Monday, April 16, 2012

Learning can be very depressing

I read an article last night about broadening gender and racial representation in Dungeons and Dragons and got to thinking a lot about racism and sexism.  In that particular article it was pointed out that historically DnD books were filled with white men fighting evil; Tolkien wrote all dark skinned people as evil and most women as helpless and that 'style' certainly has continued.  There is a real ray of hope in the more recently issued Pathfinder series which contains a good mix of men and women and also has plenty of people who are very much non white.  My immediate reaction was positive; of course it is good to portray minorities and women in game books, particularly if you want your gaming group to be welcoming to anyone other than white dudes!

The comments were an interesting read but I encountered a position I found really puzzling.  Some commenters really believed that these changes to break the white man mold in DnD were actually a problem:  They thought that this was basically rescue fantasy because the real problems in the world were not the ones being addressed.  I get that.  When we make sure that a paladin in the next DnD book is a black woman we aren't helping minorities and women have income equality, equality before the courts, or even equality in how they are viewed by other people.  Changing pictures in DnD books is a small thing.  I think though that enormous projects covering decades or centuries and involving nearly every living person are not something people can deal with head on.  I can't set out every day with the goal of saving everyone from prejudice; it is too much and too impossible.  I can set out to try to make sure that roleplaying games have diversity though, that is a goal that can be accomplished within my lifetime and which feels like something I *should* do.

Wendy linked me to a post about George RR Martin's A Song of Ice and Fire series.  I love this series.  I have waxed eloquent (or not so eloquent, depending on the reader, I suppose) about it in the past.  Reading the extremely angry post about how sexist and racist ASoIaF is made me mad.  Not rational mad, mind you.  Irrational mad.  My toys!  Stop saying that my toys suck!  When you call something I love sexist and racist and creepy it gets me really keyed up, unlike if you call something I love 'of poor quality'.  You don't have to agree with me on quality but words like sexist and racist really do have a huge impact.  I had a desperate urge to write a comment something along the lines of "Argh you are wrong and here are the million reasons why and you SUCK!"  That wouldn't have been especially useful.  Instead I looked up a post that refuted it and felt a lot better.  I can totally understand why the author of the first post got a tremendous amount of hate from the fans of ASoIaF though as I attempt to be aggressive but civil on the internet but many, many people have no such goals and less self control.  Not that I am condoning being an asshat on the internet but I can totally see where it comes from.

Discussing this eventually led me to this post by John Scalzi about how female writers and bloggers face anger and bitterness much more than males on the internet.  The discussion in the comments is extremely long and filled with a lot of back and forth between generally well meaning men who try to grapple with an issue they have a fundamental blind spot on and a lot of women trying to make them understand.  Of course there are also plenty of horror stories of the terrible messages containing death / rape threats and brutal put downs that get sent to women online.  It drives me bonkers because I *want* to understand.  I want to be able to see how women who are really afraid every time they go outside see the world.  I can't get a grasp on the topic unless I can be in their shoes at least to some extent but that worldview is inaccessible to me.

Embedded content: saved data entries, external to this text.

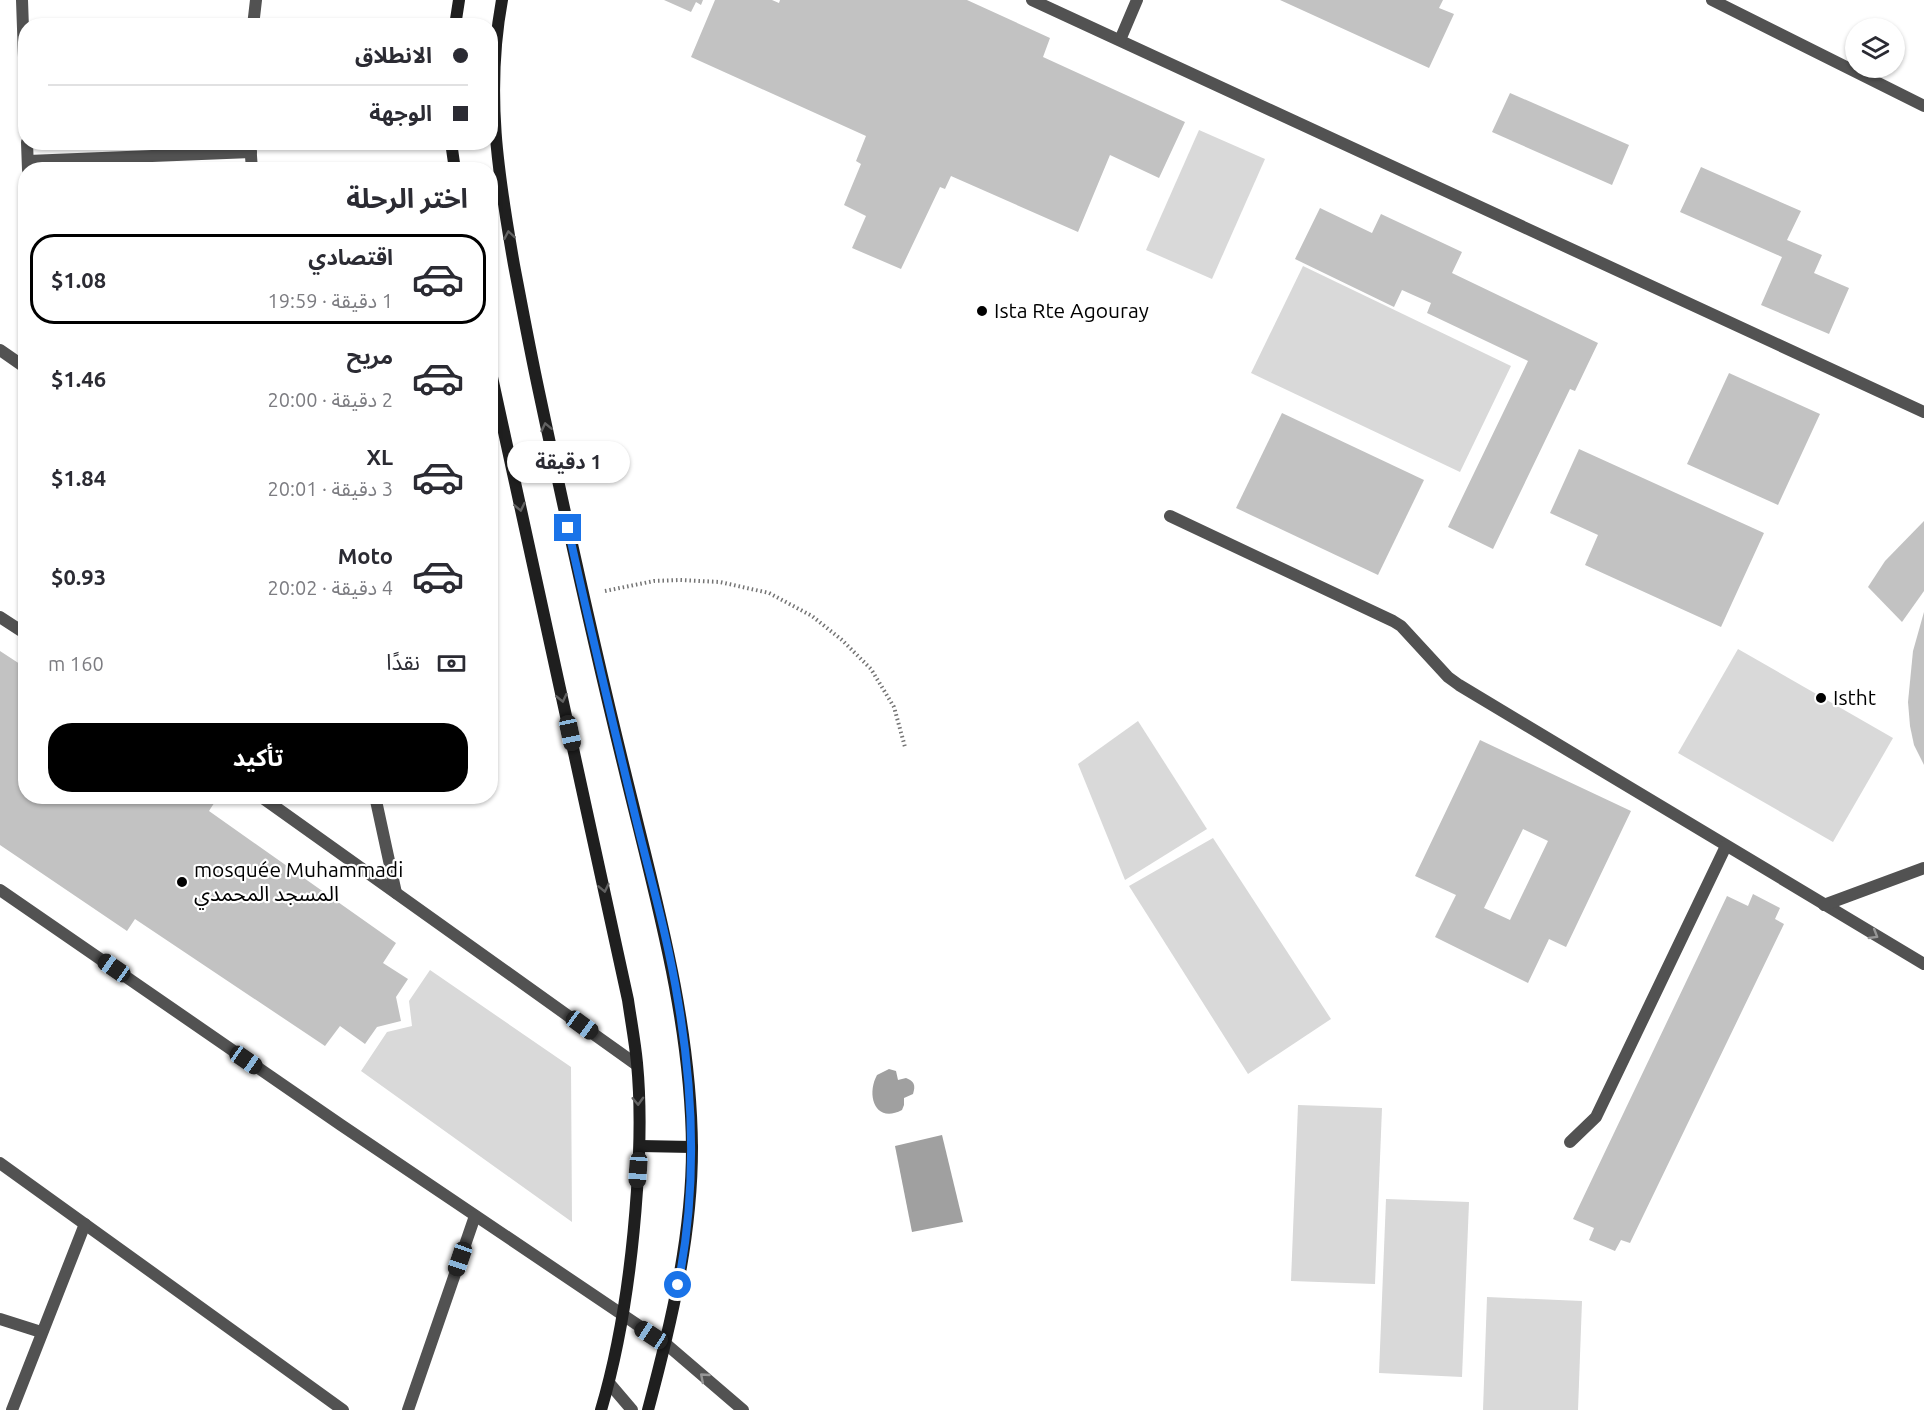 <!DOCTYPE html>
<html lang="ar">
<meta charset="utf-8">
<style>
:root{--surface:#fff;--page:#f7f7f7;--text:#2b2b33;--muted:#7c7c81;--line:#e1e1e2;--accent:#000}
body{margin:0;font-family:Ubuntu,"Noto Sans Arabic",sans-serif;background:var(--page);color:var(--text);direction:rtl;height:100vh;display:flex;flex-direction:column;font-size:22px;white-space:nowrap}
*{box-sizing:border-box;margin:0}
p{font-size:20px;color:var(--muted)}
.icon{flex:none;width:33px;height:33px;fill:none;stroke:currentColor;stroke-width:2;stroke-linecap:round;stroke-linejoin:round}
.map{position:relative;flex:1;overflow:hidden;direction:ltr}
.details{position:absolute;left:18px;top:162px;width:480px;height:642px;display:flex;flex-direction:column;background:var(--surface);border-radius:24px;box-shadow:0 2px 4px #0004;direction:rtl}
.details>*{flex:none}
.banner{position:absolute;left:18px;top:18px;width:480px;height:132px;border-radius:24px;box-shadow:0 2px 4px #0004;direction:rtl;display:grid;align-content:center;height:132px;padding:0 30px;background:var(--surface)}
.buttons{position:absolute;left:1845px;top:18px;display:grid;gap:12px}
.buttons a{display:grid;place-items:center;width:60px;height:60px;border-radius:50%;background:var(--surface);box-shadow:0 2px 4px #0004;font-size:30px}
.end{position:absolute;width:27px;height:27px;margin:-14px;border:8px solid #1a73e8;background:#fff;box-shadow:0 0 0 3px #fff}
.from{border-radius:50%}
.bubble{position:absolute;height:42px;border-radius:21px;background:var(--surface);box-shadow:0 2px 4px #0004;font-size:20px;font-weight:700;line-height:42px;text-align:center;direction:rtl}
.car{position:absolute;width:18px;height:36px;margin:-18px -9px;border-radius:8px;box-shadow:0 0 4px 2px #0007;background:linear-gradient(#222 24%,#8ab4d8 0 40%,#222 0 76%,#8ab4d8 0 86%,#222 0)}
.banner b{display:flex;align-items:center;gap:21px;height:57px;font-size:22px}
.banner b+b{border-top:2px solid var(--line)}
.banner i{width:15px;height:15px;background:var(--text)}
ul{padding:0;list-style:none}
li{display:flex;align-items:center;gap:18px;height:90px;margin:0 12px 9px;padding:0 18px;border:3px solid transparent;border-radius:24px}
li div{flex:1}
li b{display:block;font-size:22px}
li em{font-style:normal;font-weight:700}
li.selected{border-color:var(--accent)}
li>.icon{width:54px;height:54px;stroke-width:1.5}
h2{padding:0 30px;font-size:27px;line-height:72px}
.pay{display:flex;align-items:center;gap:15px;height:66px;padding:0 30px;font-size:22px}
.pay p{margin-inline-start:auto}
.action{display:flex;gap:12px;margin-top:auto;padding:12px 30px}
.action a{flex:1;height:69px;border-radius:24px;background:var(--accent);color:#fff;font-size:24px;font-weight:700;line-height:69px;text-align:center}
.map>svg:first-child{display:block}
.green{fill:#d9d9d9}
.water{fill:#a0a0a0}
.building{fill:#c2c2c2;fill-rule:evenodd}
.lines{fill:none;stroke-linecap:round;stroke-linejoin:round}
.path{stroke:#747474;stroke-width:4;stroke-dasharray:1.5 3;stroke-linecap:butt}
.service{stroke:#525252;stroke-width:12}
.minor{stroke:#525252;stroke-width:12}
.secondary{stroke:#1f1f1f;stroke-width:12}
.oneway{stroke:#626262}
.oneway2{stroke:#979797}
.route{stroke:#1a73e8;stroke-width:8}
.poi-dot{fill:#000;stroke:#fff;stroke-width:2}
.labels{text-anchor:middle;stroke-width:4.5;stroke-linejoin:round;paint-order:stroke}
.poi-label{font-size:21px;fill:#000;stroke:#fff;text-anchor:start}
</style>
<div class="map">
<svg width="1924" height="1410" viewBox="0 0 1924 1410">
<rect width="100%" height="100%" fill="#fff"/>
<!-- green -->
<g class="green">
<path d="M1199,130l66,29 -53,120 -66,-29z"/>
<path d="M1303,266l208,100 -51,106 -209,-99z"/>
<path d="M1738,649l155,89 -60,104 -155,-89z"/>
<path d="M1138,721l69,108 -82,51 -47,-116z"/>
<path d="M1213,838l118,181 -83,55 -119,-188z"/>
<path d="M430,970l141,97 1,155 -211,-151 26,-39 25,-6 -3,-25z"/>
<path d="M1298,1105l84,3 -7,176 -84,-3z"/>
<path d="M1386,1199l83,3 -7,175 -83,-4z"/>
<path d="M1487,1297l95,4 -4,109h-95z"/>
</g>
<!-- water -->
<g class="water">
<path d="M889,1069l7,2 2,9 8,-2c8,3 10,7 7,16l-9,4v7l-2,5c-27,14 -36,-15 -25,-35z"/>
<path d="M942,1135l21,87 -51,10 -17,-86z"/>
</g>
<!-- building -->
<g class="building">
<path d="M664,0h39l-2,5 -5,-3 -5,10z"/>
<path d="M715,0h57l7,3 1,-3h187l83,38 -7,19 142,65 -26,56 -49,-23 -32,77 -127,-56 -6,13 -5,-2 -39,82 -49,-21 14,-32 -22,-11 17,-41 -5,-3 10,-25 -175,-79z"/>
<path d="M1280,0h163l-4,8 15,6 -25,54z"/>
<path d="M1510,93l119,52 -17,40 -120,-53z"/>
<path d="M1701,167l100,44 -14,29 35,15 -8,18 35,15 -20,46 -68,-29 21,-48 -102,-45z"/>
<path d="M1320,208l52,25 9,-19 81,38 -10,21 146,70 -23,48 -5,-2 -77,160 -45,-22 80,-166 -101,-48 4,-10 -29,-13 -8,17 -99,-48z"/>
<path d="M1729,373l91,41 -42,91 -91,-41z"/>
<path d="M1282,413l142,67 -46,95 -142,-67z"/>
<path d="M1579,449l185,84 -43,94 -136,-62 13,-30 -48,-22z"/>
<path d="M1924,521v70l-22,31 -34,-35 17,-26z"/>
<path d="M1924,612v153l-10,-20 -4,-19 -2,-24 5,-51z"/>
<path d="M0,651l26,17v128h191l1,1 -9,14 187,132 -13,20 25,16 -12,18 5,24 -24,6 -12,17 -25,-18 -15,20 -190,-127 -8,12 -127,-86z"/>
<path d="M1480,740l151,71 -65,136 -17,-8 -21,44 -93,-46 21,-42 -41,-19zM1523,829l25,12 -38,79 -26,-12z"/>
<path d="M1753,894l27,14 -5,11 9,5 -154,319 -9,-3 -6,11 -26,-11 5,-12 -21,-9 154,-323 21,10z"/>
</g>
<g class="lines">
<!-- path -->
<path class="path" d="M605,591l49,-10 26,-1 40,2 49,11 43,23 30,24 29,29 23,38 11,40"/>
<!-- service -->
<g class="service">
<path d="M1032,0l892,412"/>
<path d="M1120,40l17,-40"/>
<path d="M1170,516l223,105 8,5 47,51 11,8 465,279"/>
<path d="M1824,905l100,-37"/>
<path d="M1570,1142l26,-25 130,-271"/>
</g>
<!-- minor -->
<g class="minor">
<path d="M22,0l4,114"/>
<path d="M1712,0l212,106"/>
<path d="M253,26l3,-26"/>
<path d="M27,142l1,28"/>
<path d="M250,142l2,28"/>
<path d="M28,161l223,-9"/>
<path d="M0,350l26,18"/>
<path d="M0,617l26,17"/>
<path d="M260,796l377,269"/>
<path d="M375,796l21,97"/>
<path d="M0,890l341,235 325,219 77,66"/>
<path d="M0,1163l343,247"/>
<path d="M0,1319l41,13"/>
<path d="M609,1383l23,27"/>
<path d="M12,1410l73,-186"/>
<path d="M408,1410l67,-194"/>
</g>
<!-- secondary -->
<g class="secondary">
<path d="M502,0c-17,92 -4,174 12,265 8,42 16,85 25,127 27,127 55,254 86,380 30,124 66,247 67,376 0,89 -21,176 -44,262"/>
<path d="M455,26l4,-26"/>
<path d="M451,142l4,28"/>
<path d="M490,368l138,632c3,21 7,42 9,63 4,42 3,85 0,127 -5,74 -15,149 -36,220"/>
<path d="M640,1146l52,1"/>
</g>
</g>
<!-- one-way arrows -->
<defs><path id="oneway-chevron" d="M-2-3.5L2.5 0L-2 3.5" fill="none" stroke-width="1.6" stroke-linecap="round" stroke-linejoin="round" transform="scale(1.5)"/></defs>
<g class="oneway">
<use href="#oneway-chevron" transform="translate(509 235) rotate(-100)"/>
<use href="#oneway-chevron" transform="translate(546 427) rotate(-102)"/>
<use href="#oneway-chevron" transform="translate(520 507) rotate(78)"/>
<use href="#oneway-chevron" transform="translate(562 698) rotate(77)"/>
<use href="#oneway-chevron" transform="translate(604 888) rotate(78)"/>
<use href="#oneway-chevron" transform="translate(638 1101) rotate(88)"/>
</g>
<g class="oneway2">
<use href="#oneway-chevron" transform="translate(1874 935) rotate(31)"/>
<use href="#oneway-chevron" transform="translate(704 1377) rotate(-139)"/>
</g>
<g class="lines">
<!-- route -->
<path class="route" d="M568,528c21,96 44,192 67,287 15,62 33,123 43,186 16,94 19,190 0,284"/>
</g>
<!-- markers -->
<g class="poi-dot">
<circle cx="982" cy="311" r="6"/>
<circle cx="1821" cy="698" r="6"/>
<circle cx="182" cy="882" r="6"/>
</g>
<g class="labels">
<!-- poi labels -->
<g class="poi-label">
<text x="994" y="318">Ista Rte Agouray</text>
<text x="1833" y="705">Istht</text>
<text x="194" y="877">mosquée Muhammadi<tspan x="194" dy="24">المسجد المحمدي</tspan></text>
</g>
</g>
</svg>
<div class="buttons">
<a><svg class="icon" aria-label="layers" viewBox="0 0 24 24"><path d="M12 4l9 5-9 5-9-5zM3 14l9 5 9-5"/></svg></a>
</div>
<i class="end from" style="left:678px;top:1285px"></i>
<i class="end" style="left:568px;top:528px"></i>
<div class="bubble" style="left:507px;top:441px;width:123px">1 دقيقة</div>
<i class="car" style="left:570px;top:733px;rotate:168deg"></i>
<i class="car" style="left:114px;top:968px;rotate:305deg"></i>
<i class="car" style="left:582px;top:1025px;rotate:126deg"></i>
<i class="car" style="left:246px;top:1060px;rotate:125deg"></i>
<i class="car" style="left:638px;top:1170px;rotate:184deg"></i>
<i class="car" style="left:460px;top:1259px;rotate:199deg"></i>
<i class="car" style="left:651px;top:1335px;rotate:303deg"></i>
<div class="banner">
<b><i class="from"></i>الانطلاق</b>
<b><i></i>الوجهة</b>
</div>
<section class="details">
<h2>اختر الرحلة</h2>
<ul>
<li class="selected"><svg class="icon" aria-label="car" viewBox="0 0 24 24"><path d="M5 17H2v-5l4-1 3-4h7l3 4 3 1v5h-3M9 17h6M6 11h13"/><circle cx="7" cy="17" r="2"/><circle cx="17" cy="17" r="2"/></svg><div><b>اقتصادي</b><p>1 دقيقة · 19:59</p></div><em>$1.08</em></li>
<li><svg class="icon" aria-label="car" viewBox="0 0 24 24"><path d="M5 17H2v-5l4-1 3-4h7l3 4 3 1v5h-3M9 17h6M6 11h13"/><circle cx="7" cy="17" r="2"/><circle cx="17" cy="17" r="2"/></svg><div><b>مريح</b><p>2 دقيقة · 20:00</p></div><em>$1.46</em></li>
<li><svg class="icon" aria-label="car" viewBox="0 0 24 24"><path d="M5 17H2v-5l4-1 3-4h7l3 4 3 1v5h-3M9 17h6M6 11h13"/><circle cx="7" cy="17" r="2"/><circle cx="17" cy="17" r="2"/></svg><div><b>XL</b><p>3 دقيقة · 20:01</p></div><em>$1.84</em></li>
<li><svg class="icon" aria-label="car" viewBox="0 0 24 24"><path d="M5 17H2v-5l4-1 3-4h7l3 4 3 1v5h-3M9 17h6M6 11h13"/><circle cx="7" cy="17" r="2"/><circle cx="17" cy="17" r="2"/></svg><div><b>Moto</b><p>4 دقيقة · 20:02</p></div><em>$0.93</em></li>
</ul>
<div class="pay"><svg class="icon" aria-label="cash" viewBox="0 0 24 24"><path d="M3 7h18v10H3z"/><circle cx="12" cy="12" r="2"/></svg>نقدًا<p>160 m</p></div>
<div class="action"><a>تأكيد</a></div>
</section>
</div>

I am not afraid of alleys, or nighttime, or strangers.  I will walk pretty much anywhere without concern.  In my mind, the world is a fairly safe place and other people are often an inconvenience but practically never a danger.  I know rationally that huge amounts of that is male / white / hetero / cis / large man privilege (some of it is surely just confidence / overconfidence) but I can't just shake that off at will.  How can I even engage in this sort of discussion given that blindness?

It is depressing as hell.  It is depressing because there is so much crap out there happening to people.  It is depressing because try as I might I just can't see it from the victim's perspective and my brain continues to tell me that things can't be that bad... since my experience tells me things aren't that bad.  It is depressing that even though I think of myself as more enlightened than the average bear I still reaction to reading these things with internal aggression and disbelief.  The world is sometimes a crappy place and the conviction to do right is not enough.  Reading about all this stuff for hours and hours seems like a good education but it sure does make me feel like crap.


  1. You might find this interesting...

  2. I liked that article. A fair bit of the time when I read feminist articles I end up being really frustrated and feel like they are very wrong in many respects... but I know I don't have the complete picture. That article though I liked from start to finish. I don't know exactly what the difference is though.

  3. I read this post of yours and this post ( by a friend of mine on the same day. Interesting to see basically the same opinion on an issue from two different worldviews. You might also find her older blog interesting.